(Dataset entries)
------------------------------------------------
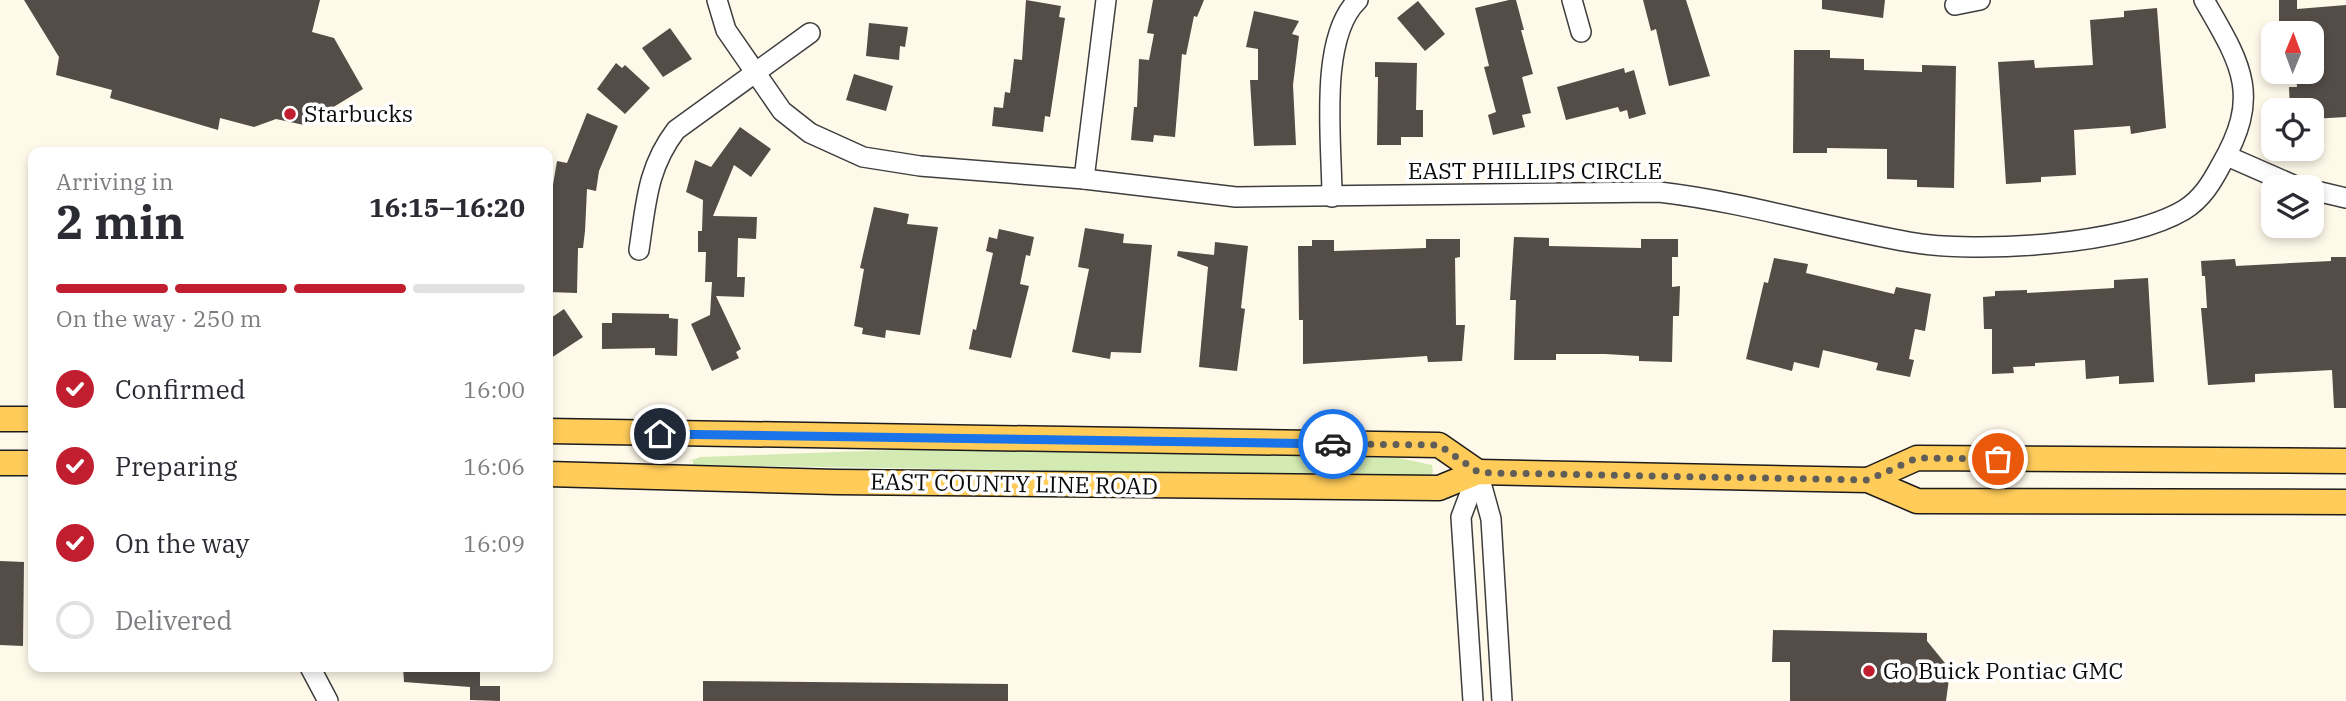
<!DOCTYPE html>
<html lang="en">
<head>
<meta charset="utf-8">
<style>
  :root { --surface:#fff; --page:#f2f2f3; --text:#2b2b33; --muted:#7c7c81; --line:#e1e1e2; --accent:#c11e30 }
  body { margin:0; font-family:"IBM Plex Serif",serif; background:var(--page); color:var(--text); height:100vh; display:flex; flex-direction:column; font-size:26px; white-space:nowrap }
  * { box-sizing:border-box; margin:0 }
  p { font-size:23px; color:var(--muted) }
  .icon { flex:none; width:38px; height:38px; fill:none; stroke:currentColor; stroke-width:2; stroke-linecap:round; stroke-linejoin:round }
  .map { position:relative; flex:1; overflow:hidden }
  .sheet { position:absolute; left:28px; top:147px; width:525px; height:525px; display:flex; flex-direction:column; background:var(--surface); border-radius:14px; box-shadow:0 4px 10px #0003 }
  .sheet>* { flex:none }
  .needle { width:46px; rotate:1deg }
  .fabs { position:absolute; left:2261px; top:21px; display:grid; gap:14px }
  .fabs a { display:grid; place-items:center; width:63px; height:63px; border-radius:14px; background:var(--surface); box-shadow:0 4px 10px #0003; font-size:35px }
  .pin { position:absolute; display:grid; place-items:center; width:60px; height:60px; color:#fff; margin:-30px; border:4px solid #fff; border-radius:50%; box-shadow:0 2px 7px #0007 }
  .courier { position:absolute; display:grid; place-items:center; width:70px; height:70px; margin:-35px; border:5px solid #1a73e8; border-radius:50%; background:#fff; color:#222; box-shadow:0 2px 9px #0007 }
  .headline em { font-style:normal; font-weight:800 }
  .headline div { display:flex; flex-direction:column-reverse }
  .headline { display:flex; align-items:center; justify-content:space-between; height:119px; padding:0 28px }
  h1 { font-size:46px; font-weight:800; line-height:52px }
  .bar { display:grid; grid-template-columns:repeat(4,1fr); gap:10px 7px; align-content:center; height:84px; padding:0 28px }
  .bar i { height:9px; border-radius:5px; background:var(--line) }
  .bar .active { background:var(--accent) }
  .bar p { grid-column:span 4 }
  ol { padding:0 28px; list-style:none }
  li { display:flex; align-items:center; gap:21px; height:77px }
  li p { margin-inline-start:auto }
  li .icon { padding:7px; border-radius:50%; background:var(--accent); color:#fff; stroke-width:4 }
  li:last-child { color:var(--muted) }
  li i { width:38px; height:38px; border:4px solid var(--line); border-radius:50% }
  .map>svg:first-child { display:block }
</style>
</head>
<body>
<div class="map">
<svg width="2346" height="701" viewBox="0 0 2346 701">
  <rect width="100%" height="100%" fill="#fff9ea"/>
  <polygon fill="#d3ebb2" points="920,449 1399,458 1432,465 1433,472 1430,477 693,465 693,461 689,461 700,457"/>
  <g fill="#544c47">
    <polygon points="24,0 320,0 312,32 334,38 363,89 304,125 276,119 254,127 220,118 218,130 110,98 112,90 56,75 59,57"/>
    <polygon points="1026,0 1061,6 1059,17 1065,18 1050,117 1045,116 1043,132 992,126 994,107 1003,108 1005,92 1010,93 1014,59 1022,60"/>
    <polygon points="1153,0 1204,0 1197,17 1194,16 1186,55 1182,54 1175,137 1154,135 1153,142 1131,140 1134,107 1137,107 1139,59 1149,60 1154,34 1147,33"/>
    <polygon points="1509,0 1516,0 1524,30 1521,30 1533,74 1522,77 1531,113 1522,115 1525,127 1493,135 1488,115 1496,112 1484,67 1489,66 1475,8"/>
    <polygon points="1643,0 1686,0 1710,76 1669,86 1656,29 1651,31"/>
    <polygon points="1822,0 1885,0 1883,18 1822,9"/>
    <polygon points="2279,0 2297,0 2297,9 2346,5 2346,117 2312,119 2312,110 2290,110 2289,87 2297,87 2296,72 2312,72 2312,29 2279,31"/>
    <polygon points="1418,1 1445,34 1425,51 1397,18"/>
    <polygon points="2157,8 2166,128 2131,134 2130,126 2074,130 2076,175 2041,177 2041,182 2006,184 1998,62 2034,60 2035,68 2093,65 2090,20 2124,17 2124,11"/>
    <polygon points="1254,11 1299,21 1292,34 1299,36 1293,85 1296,145 1254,146 1250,80 1258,80 1258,49 1246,47"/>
    <polygon points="869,23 908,27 905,47 900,46 899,60 866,56"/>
    <polygon points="670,28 692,59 663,77 642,48"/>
    <polygon points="1794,50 1830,50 1830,58 1864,59 1864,70 1922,72 1922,65 1956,66 1954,188 1917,187 1917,180 1887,179 1887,149 1827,148 1827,153 1793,153"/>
    <polygon points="1375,62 1417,63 1416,110 1423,110 1423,137 1401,137 1401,145 1377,145 1378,77 1375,77"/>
    <polygon points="616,63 622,68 625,65 650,88 625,114 597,89"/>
    <polygon points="1624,68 1625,73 1634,70 1646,114 1629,119 1627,110 1620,112 1618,107 1566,120 1557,87"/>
    <polygon points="854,74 893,86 886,111 846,100"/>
    <polygon points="587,113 618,126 599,171 596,191 587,189 585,231 583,248 578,248 577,293 548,292 548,214 557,161 567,163"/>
    <polygon points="740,127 771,149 751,177 734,165 713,216 757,217 756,239 738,238 737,277 745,277 744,297 716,296 741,349 736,352 739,358 712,371 691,324 710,315 712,282 705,282 706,252 698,252 698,231 702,231 703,200 686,192 695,160 711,167"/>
    <polygon points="874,207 909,214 907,224 938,227 920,335 886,330 885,338 862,334 863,328 854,326 864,269 860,268"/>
    <polygon points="1085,228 1124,234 1123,243 1152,245 1141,353 1111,352 1110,359 1072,352 1089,269 1078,267"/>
    <polygon points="999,229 1034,237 1030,256 1026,255 1020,284 1029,286 1011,358 969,349 973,329 976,330 993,253 986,251 989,237 997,239"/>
    <polygon points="1514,237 1549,238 1549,246 1641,248 1641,239 1678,239 1678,257 1672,257 1672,287 1680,286 1679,316 1673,316 1672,362 1639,361 1639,356 1605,354 1556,354 1556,360 1514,360 1516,300 1510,300"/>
    <polygon points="1426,239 1460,239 1460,257 1455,258 1456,325 1465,325 1462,361 1428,362 1427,356 1303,364 1303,320 1299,320 1298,246 1312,246 1312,240 1334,240 1334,251 1426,248"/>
    <polygon points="1215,242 1248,246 1241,308 1245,309 1237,371 1199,367 1208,267 1177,256 1178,251 1214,255"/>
    <polygon points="2331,257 2346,257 2346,408 2334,408 2332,370 2255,374 2255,382 2208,385 2201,308 2207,308 2205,276 2202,276 2201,261 2235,259 2236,266 2331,261"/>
    <polygon points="1774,258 1808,264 1806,273 1894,294 1896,287 1931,294 1925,331 1915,329 1909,359 1914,360 1910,377 1876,370 1878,363 1823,350 1819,368 1794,362 1792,371 1746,359 1764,282 1768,283"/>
    <polygon points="2148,278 2154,382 2119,384 2119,376 2086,379 2085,360 2035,363 2035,366 2013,367 2014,373 1992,374 1992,329 1984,329 1983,297 1995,296 1995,291 2027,290 2027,293 2114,288 2114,280"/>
    <polygon points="564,309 583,337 548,360 548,320"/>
    <polygon points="612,313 669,314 669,318 678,319 677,356 655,355 655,348 602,349 602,323 612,323"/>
    <polygon points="0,561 24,562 23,646 0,645"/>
    <polygon points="1773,630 1927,633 1927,641 1945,663 1949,679 1946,701 1790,701 1790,662 1772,662"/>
    <polygon points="403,667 480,667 480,686 500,686 500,701 470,700 470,687 404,682"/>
    <polygon points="703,681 1008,684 1008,701 703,701"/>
  </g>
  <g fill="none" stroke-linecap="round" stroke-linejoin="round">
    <g stroke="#3e3e3e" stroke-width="22">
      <g id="minor">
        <path d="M717,0L726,30L782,111L810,133L863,157L920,166L1084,179L1236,197L1659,192C1744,202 1825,227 1909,242C1976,254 2125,245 2184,210C2202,199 2212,182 2221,165C2262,95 2241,64 2204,0"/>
        <polyline points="1572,0 1581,32"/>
        <polyline points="1955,5 1980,0"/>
        <polyline points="2227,156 2298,187"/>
        <polyline points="1084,179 1106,0"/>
        <polyline points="2312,190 2346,198"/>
        <path d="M1332,197C1332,143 1318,38 1358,0"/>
        <path d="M639,250C646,204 647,168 676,130L810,33"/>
        <polyline points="1478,472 1491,519 1502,701"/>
        <polyline points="310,667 328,701"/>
        <polyline points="1473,701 1461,517 1478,472"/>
      </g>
    </g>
    <g stroke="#1c1c1c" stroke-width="27">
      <g id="major">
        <polyline points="0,419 33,419"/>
        <polyline points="548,431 1439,445 1478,472"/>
        <polyline points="0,463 33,463"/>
        <polyline points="548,474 836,482 1439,488 1478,472 1868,480 1917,501 2346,502"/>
        <polyline points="1868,480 1917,458 2346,461"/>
      </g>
    </g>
    <use href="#minor" stroke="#fff" stroke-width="19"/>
    <use href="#major" stroke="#ffcc5a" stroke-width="24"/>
  </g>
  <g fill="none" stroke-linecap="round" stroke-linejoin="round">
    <polyline stroke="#605e59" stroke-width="7" stroke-dasharray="0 12.6" points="1333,444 1439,445 1478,472 1493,473 1868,480 1917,458 1998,459"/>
    <polyline stroke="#1a73e8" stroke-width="9" points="660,434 1333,444"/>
  </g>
  <g fill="#c11e30" stroke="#fff" stroke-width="2.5">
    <circle cx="290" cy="114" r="7"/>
    <circle cx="1869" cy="671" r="7"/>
  </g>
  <g text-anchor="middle" stroke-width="7" stroke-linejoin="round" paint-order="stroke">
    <g font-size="23" fill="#0b0b0b" stroke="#fff" text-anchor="start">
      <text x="304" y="122">Starbucks</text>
      <text x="1883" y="679">Go Buick Pontiac GMC</text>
    </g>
    <g font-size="23" fill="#0b0b0b" stroke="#fff">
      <text x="1535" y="179">EAST PHILLIPS CIRCLE</text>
      <text transform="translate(1014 484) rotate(1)" y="8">EAST COUNTY LINE ROAD</text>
    </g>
  </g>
</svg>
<div class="fabs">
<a><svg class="needle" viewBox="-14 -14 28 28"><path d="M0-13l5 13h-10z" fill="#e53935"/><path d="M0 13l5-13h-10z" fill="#7c7c81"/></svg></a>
<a><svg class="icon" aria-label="locate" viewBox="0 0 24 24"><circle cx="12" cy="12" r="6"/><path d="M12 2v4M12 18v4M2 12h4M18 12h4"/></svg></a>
<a><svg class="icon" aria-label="layers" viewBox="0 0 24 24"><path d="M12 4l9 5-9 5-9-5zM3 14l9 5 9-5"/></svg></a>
</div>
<div class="pin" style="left:1998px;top:459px;background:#ea580c"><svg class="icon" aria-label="bag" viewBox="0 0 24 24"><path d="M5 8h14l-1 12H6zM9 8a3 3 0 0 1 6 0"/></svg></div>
<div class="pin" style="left:660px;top:434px;background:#1f2937"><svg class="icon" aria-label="home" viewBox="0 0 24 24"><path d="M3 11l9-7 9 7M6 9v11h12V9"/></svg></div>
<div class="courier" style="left:1333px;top:444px"><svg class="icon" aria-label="car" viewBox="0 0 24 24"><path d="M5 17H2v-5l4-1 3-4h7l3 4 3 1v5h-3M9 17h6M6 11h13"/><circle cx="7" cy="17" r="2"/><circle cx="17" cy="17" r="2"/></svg></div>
<section class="sheet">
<div class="headline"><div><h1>2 min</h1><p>Arriving in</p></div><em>16:15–16:20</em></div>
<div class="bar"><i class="active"></i><i class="active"></i><i class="active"></i><i></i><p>On the way · 250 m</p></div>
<ol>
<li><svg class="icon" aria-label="check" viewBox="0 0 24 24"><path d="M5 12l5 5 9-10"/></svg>Confirmed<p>16:00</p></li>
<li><svg class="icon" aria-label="check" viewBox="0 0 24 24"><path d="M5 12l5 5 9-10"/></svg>Preparing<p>16:06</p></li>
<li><svg class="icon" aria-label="check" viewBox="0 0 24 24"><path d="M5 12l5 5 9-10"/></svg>On the way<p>16:09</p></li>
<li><i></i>Delivered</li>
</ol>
</section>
</div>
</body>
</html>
------------------------------------------------
Instructions to follow:
From the records, copy every line that has the string "body" in it.

Completed task:
  body { margin:0; font-family:"IBM Plex Serif",serif; background:var(--page); color:var(--text); height:100vh; display:flex; flex-direction:column; font-size:26px; white-space:nowrap }
<body>
</body>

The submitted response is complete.